“Dr. Patel said my system should stabilize if we keep adjusting the meds,” I said, resting my palms on the cool granite. “But the damage is there. I did a number on myself.”
Ash’s hands tightened on his keyboard, rage flickering in his eyes. “The suppressants.”
I nodded. “Eight years on military doses. It doesn’t come cheap.”
He grunted, like he was holding back a lecture. Malik just gave me a steady look. “No one blames you for doing what you had to,” he said.
I looked away, because the acceptance stung in a different way. I wasn’t used to it. I changed the subject. “So. Omega streamers?”
“They started a hashtag,” Jace said, coming up next to me. “#StandWithQuinn.”
I peeked out the window. A handful of people were on the lawn, holding up homemade signs.
Quinn Is Queen.
Omega Streamers Unite.
Health Before Content.
“They dropped off care packages, too,” Malik said, smile almost visible as he stirred the soup. “Snacks, recovery stuff, even a couple toys.”
I pressed my forehead to the glass and, for the first time all week, felt like maybe things weren’t hopeless after all.
Even as the hope stirred in my chest and I stared at the overflowing display of support, something bitter and tight inside me tried to fight back, but after a few moments of breathing through it, it finally gave way. "I don't get it," I admitted, voice flat. "Why are they backing me? I lied about being an Omega for years."
Ash just shrugged, deep voice lower than usual. "Because they know why you did it. They had to make the same bullshit calls to survive."
The simplicity of that hit me all at once, like a punch I hadn't seen coming. These weren't just randos feeding on drama for clicks.

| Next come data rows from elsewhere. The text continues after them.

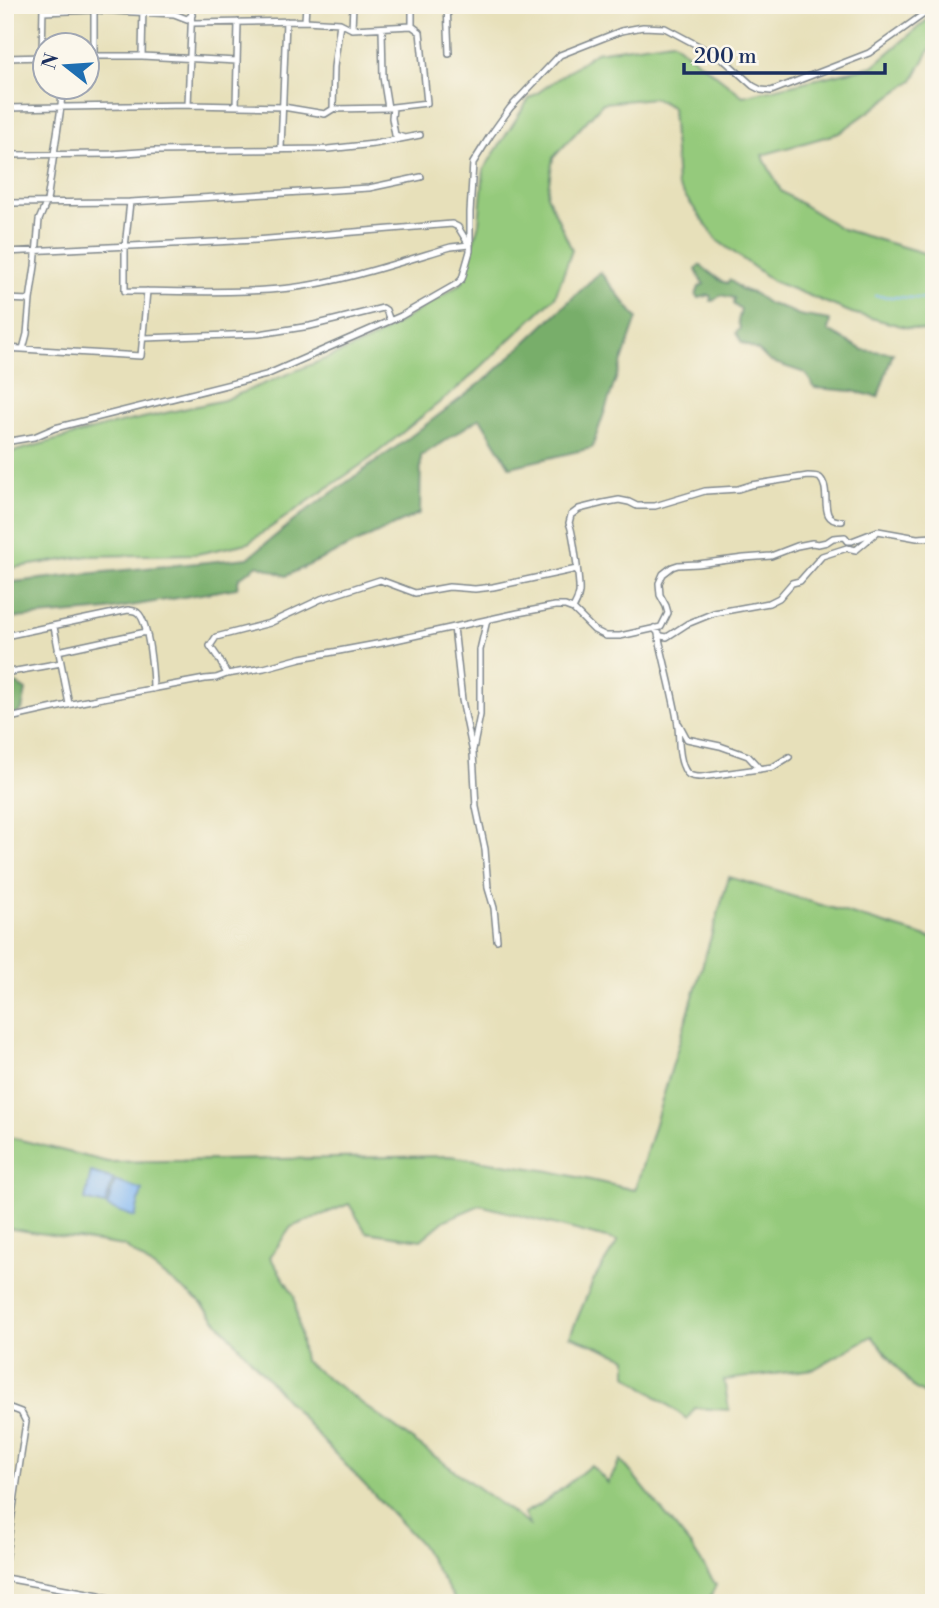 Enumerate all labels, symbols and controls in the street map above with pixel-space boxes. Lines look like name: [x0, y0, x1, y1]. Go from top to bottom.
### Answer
north arrow: [32, 32, 102, 102]
scale bar: [684, 32, 885, 76]
text: 200 m: [694, 44, 757, 70]
text: N: [37, 51, 64, 72]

These were Omegas who'd lived the same double-life, survived the same industry that forced me to hide. And now, instead of tearing me down for it, they were closing ranks.
The front door opened; Reid and Theo came in, arms full of massive gift baskets.
"Your fan club sends their love," Theo said, dropping his haul on the counter. "Also, enough heat support products to run a black market out of our apartment."
"They're heading home now," Reid added, eyes cutting straight to me. "But they're streaming all week. Something about 'taking back the narrative.'"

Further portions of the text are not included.